=== PROVIDED DATA ===
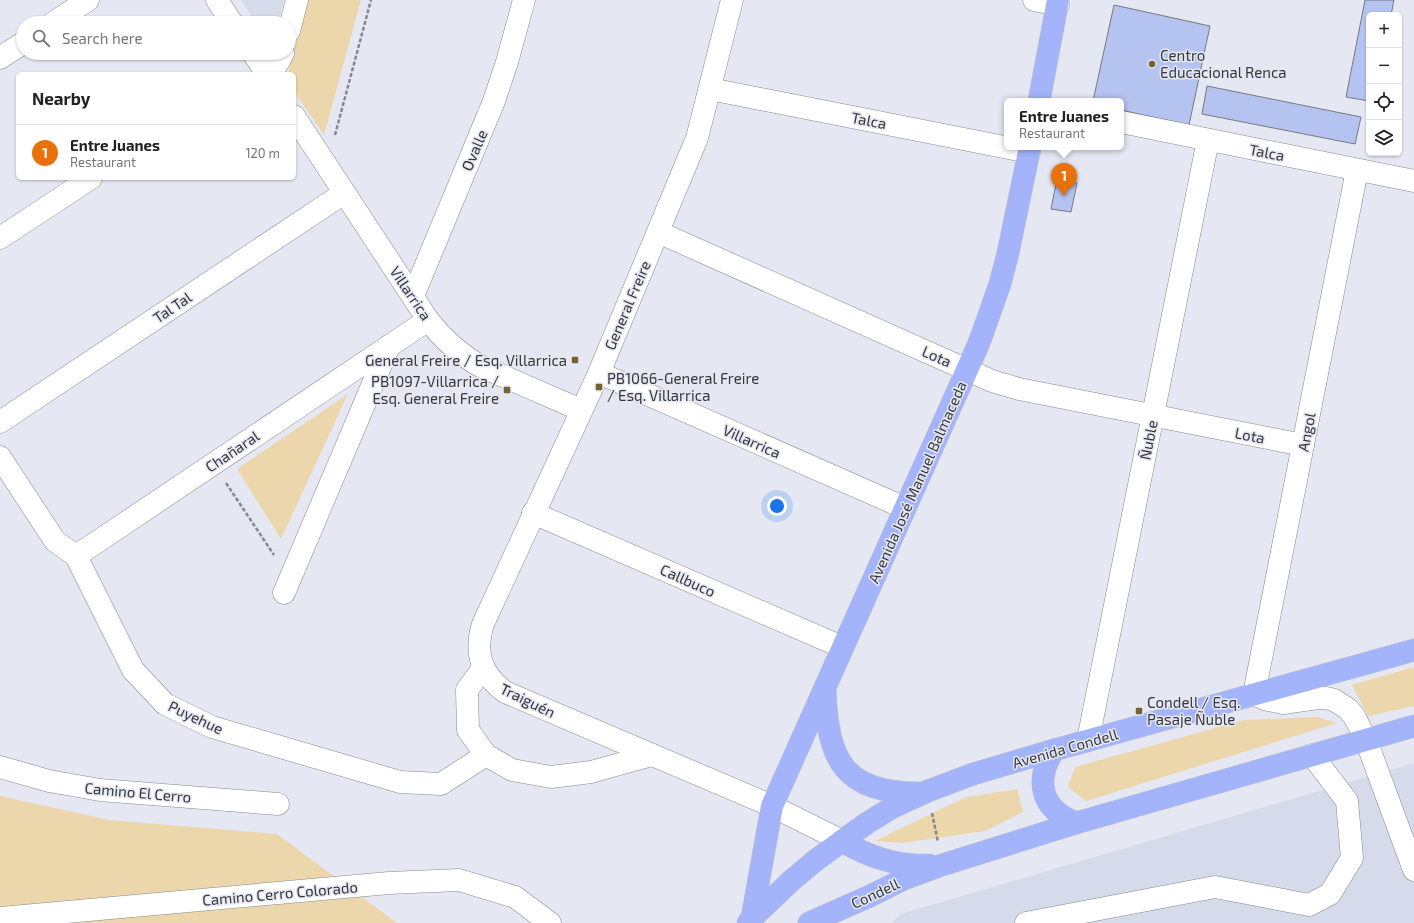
<!DOCTYPE html>
<meta charset="utf-8">
<style>
:root{--surface:#fff;--page:#f6f6f6;--text:#222;--muted:#767676;--line:#e0e0e0;--accent:#0f766e}
body{margin:0;font-family:"Exo 2",sans-serif;background:var(--page);color:var(--text)}
.controls{position:absolute;right:12px;top:12px;display:grid;overflow:hidden;border-radius:6px;box-shadow:0 1px 3px #0004}
.controls button{width:36px;height:36px;display:grid;place-items:center;padding:0;border:0;border-bottom:1px solid var(--line);background:var(--surface);color:var(--text);font:20px sans-serif}
.you{position:absolute;left:777px;top:506px;width:14px;height:14px;margin:-10px;border:3px solid #fff;border-radius:50%;background:#1a73e8;box-shadow:0 0 0 6px #1a73e833}
.badge{display:grid;place-items:center;width:26px;height:26px;border-radius:50%;background:var(--accent);color:#fff;font-size:13px;font-weight:700}
.pin{position:absolute;translate:-50% -33px;filter:drop-shadow(0 1px 2px #0008)}
.pin::after{content:'';position:absolute;top:21px;width:14px;height:12px;background:inherit;clip-path:polygon(0 0,100% 0,50% 100%)}
.popup{position:absolute;left:1004px;top:98px;width:120px;height:52px;box-sizing:border-box;display:grid;place-content:center;border-radius:6px;background:var(--surface);filter:drop-shadow(0 1px 3px #0005);font-size:13px;white-space:nowrap;color:var(--muted)}
.popup b{font-size:15px;color:var(--text)}
.popup::after{content:'';position:absolute;left:50%;top:100%;margin-left:-8px;border:8px solid transparent;border-top-color:var(--surface)}
.list{margin:0;padding:0;list-style:none}
h2{display:flex;justify-content:space-between;align-items:center;height:52px;margin:0;padding:0 16px;font-size:17px}
h2 small{font-size:13px;font-weight:400;color:var(--muted)}
.list li{display:grid;grid-template-columns:26px 1fr auto;gap:12px;align-items:center;box-sizing:border-box;height:56px;padding:0 16px;border-top:1px solid var(--line)}
.list b{display:block;font-size:15px;white-space:nowrap}
.list p{margin:0;font-size:13px;white-space:nowrap;color:var(--muted)}
.list em{font-size:13px;font-style:normal;color:var(--muted)}
.icon{flex:none;width:22px;height:22px;fill:none;stroke:currentColor;stroke-width:2;stroke-linecap:round;stroke-linejoin:round}
.map{position:relative;flex:none;width:1414px;height:923px;overflow:hidden}
.search{position:absolute;background:var(--surface);box-shadow:0 1px 3px #0004;left:16px;top:16px;width:280px;height:44px;display:flex;align-items:center;gap:10px;box-sizing:border-box;padding:0 14px;border-radius:22px;color:var(--muted);font-size:15px}
.panel{position:absolute;background:var(--surface);box-shadow:0 1px 3px #0004;left:16px;top:72px;width:280px;height:108px;border-radius:6px}
.map>svg:first-child{display:block}
.built{fill:#d5dbea}
.green{fill:#ebd7ab}
.building{fill:#b4c3ef;stroke:#767981}
.lines{fill:none;stroke-linecap:round;stroke-linejoin:round}
.minor-casing{stroke:#858890;stroke-width:23}
.major-casing{stroke:#c7c7c8;stroke-width:23}
.path{stroke:#86888e;stroke-width:2.5;stroke-dasharray:4 2;stroke-linecap:butt}
.minor{stroke:#fff;stroke-width:22}
.major{stroke:#a3b4fb;stroke-width:22}
.poi-dot{fill:#766231;stroke:#e5e8f2;stroke-width:1.5}
.labels{text-anchor:middle;dominant-baseline:central;stroke-width:3;stroke-linejoin:round;paint-order:stroke}
.poi-label{font-size:15px;fill:#37383c;stroke:#e5e8f2;text-anchor:start}
.street-label{font-size:15px;fill:#37383c;stroke:#e5e8f2}
</style>
<div class="map">
<svg width="1414" height="923" viewBox="0 0 1414 923">
<rect width="100%" height="100%" fill="#e5e8f2"/>
<g class="built">
<path d="M241 0H284L278 23H256Z"/>
<path d="M1414 763V923H891L901 914Z"/>
</g>
<g class="green">
<path d="M306 0H361L324 135 294 91V74H288Z"/>
<path d="M348 394 281 539 237 469Z"/>
<path d="M1414 667V706L1368 716 1352 685Z"/>
<path d="M1318 717 1337 723 1086 801 1068 787 1075 767 1244 720Z"/>
<path d="M1017 789 1023 812 985 831 903 843 875 841 966 797Z"/>
<path d="M0 796 109 820 277 834 397 923H0Z"/>
</g>
<g class="building">
<path d="M1365 0H1394L1391 15H1369V101L1346 97Z"/>
<path d="M1114 5 1210 26 1189 125 1121 110V101H1093Z"/>
<path d="M1207 86 1361 117 1355 144 1202 114Z"/>
<path d="M1057 179 1077 183 1071 212 1051 209Z"/>
</g>
<g class="lines">
<g class="minor-casing">
<g id="minor">
<path d="M217 0 232 23"/>
<path d="M732 0 697 138 599 373 483 624C474 653 481 674 505 692L772 806 842 841"/>
<path d="M1034 0 1058 5"/>
<path d="M53 23 88 0"/>
<path d="M289 31 297 0"/>
<path d="M253 53 267 74"/>
<path d="M0 58 23 43"/>
<path d="M264 74C273 73 280 61 283 53"/>
<path d="M710 89 1029 152"/>
<path d="M294 116 428 320C443 339 459 354 480 366L581 410"/>
<path d="M1121 122 1414 181"/>
<path d="M1357 170 1254 694 1264 699 1283 703 1318 698H1326L1334 700 1348 709 1354 716 1366 740 1414 870"/>
<path d="M658 232 992 381 1019 389 1303 445"/>
<path d="M0 238 91 178"/>
<path d="M413 296 494 101 507 62 524 0"/>
<path d="M599 373 905 508"/>
<path d="M0 422 344 193"/>
<path d="M0 457 55 541 76 556 133 670 165 704 212 727 400 782 441 784 486 755"/>
<path d="M533 513 842 647"/>
<path d="M76 556 428 320"/>
<path d="M284 593 389 346"/>
<path d="M483 668 467 690 468 730 486 755 512 770 551 777 591 772 652 755"/>
<path d="M1088 740 1208 140"/>
<path d="M0 767 49 781 100 790 278 804"/>
<path d="M0 918 389 883 459 880 515 897 550 923"/>
<path d="M1026 923 1215 887 1309 905 1330 894 1352 858 1347 801 1312 755"/>
</g>
</g>
<g class="major-casing">
<g id="major">
<path d="M1039 101 1058 0"/>
<path d="M825 691C828 761 844 793 920 793"/>
<path d="M1054 750C1034 781 1041 809 1076 823"/>
<path d="M842 841C869 857 897 867 929 865"/>
<path d="M752 918 791 881 816 860 867 823 893 807 928 791 973 774 1054 750 1414 650"/>
<path d="M748 923 752 918 772 806 967 370 979 343 1000 284 1008 253 1030 147"/>
<path d="M809 923 870 896 904 879 942 865 1076 823 1414 726"/>
</g>
</g>
<g class="path">
<path d="M335 135 371 0"/>
<path d="M226 483 274 555"/>
<path d="M932 813 938 842"/>
</g>
<use href="#minor" class="minor"/>
<use href="#major" class="major"/>
</g>
<g class="poi-dot">
<circle cx="1152" cy="64" r="4"/>
<rect x="571" y="356" width="8" height="8" rx="2"/>
<rect x="595" y="383" width="8" height="8" rx="2"/>
<rect x="503" y="386" width="8" height="8" rx="2"/>
<rect x="1135" y="707" width="8" height="8" rx="2"/>
</g>
<g class="labels">
<g class="poi-label">
<text x="1160" y="55">Centro<tspan x="1160" dy="17">Educacional Renca</tspan></text>
<text x="567" y="360" text-anchor="end">General Freire / Esq. Villarrica</text>
<text x="607" y="378">PB1066-General Freire<tspan x="607" dy="17">/ Esq. Villarrica</tspan></text>
<text x="499" y="381" text-anchor="end">PB1097-Villarrica /<tspan x="499" dy="17">Esq. General Freire</tspan></text>
<text x="1147" y="702">Condell / Esq.<tspan x="1147" dy="17">Pasaje Ñuble</tspan></text>
</g>
<g class="street-label">
<text transform="translate(869 120) rotate(11)">Talca</text>
<text transform="translate(474 150) rotate(-67)">Ovalle</text>
<text transform="translate(1267 152) rotate(11)">Talca</text>
<text transform="translate(411 293) rotate(56)">Villarrica</text>
<text transform="translate(627 305) rotate(-67)">General Freire</text>
<text transform="translate(172 307) rotate(-34)">Tal Tal</text>
<text transform="translate(937 356) rotate(24)">Lota</text>
<text transform="translate(1306 432) rotate(-79)">Angol</text>
<text transform="translate(1250 435) rotate(11)">Lota</text>
<text transform="translate(1148 440) rotate(-79)">Ñuble</text>
<text transform="translate(752 441) rotate(24)">Villarrica</text>
<text transform="translate(232 451) rotate(-34)">Chañaral</text>
<text transform="translate(917 482) rotate(-66)">Avenida José Manuel Balmaceda</text>
<text transform="translate(688 580) rotate(24)">Callbuco</text>
<text transform="translate(528 700) rotate(26)">Traiguén</text>
<text transform="translate(196 717) rotate(25)">Puyehue</text>
<text transform="translate(1065 748) rotate(-16)">Avenida Condell</text>
<text transform="translate(138 792) rotate(5)">Camino El Cerro</text>
<text transform="translate(280 893) rotate(-5)">Camino Cerro Colorado</text>
<text transform="translate(875 893) rotate(-25)">Condell</text>
</g>
</g>
</svg>
<div class="controls">
<button>+</button>
<button>−</button>
<button><svg class="icon" aria-label="locate" viewBox="0 0 24 24"><circle cx="12" cy="12" r="6"/><path d="M12 2v4M12 18v4M2 12h4M18 12h4"/></svg></button>
<button><svg class="icon" aria-label="layers" viewBox="0 0 24 24"><path d="M12 4l9 5-9 5-9-5zM3 14l9 5 9-5"/></svg></button>
</div>
<div class="you"></div>
<div class="pin badge" style="left:1064px;top:196px;background:#e8710a">1</div>
<div class="popup"><b>Entre Juanes</b>Restaurant</div>
<div class="search"><svg class="icon" aria-label="search" viewBox="0 0 24 24"><circle cx="10" cy="10" r="6"/><path d="M15 15l6 6"/></svg>Search here</div>
<section class="panel">
<h2>Nearby<small></small></h2>
<ul class="list">
<li><span class="badge" style="background:#e8710a">1</span><div><b>Entre Juanes</b><p>Restaurant</p></div><em>120 m</em></li>
</ul>
</section>
</div>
===
Report the lines above that contain "sizing".

.popup{position:absolute;left:1004px;top:98px;width:120px;height:52px;box-sizing:border-box;display:grid;place-content:center;border-radius:6px;background:var(--surface);filter:drop-shadow(0 1px 3px #0005);font-size:13px;white-space:nowrap;color:var(--muted)}
.list li{display:grid;grid-template-columns:26px 1fr auto;gap:12px;align-items:center;box-sizing:border-box;height:56px;padding:0 16px;border-top:1px solid var(--line)}
.search{position:absolute;background:var(--surface);box-shadow:0 1px 3px #0004;left:16px;top:16px;width:280px;height:44px;display:flex;align-items:center;gap:10px;box-sizing:border-box;padding:0 14px;border-radius:22px;color:var(--muted);font-size:15px}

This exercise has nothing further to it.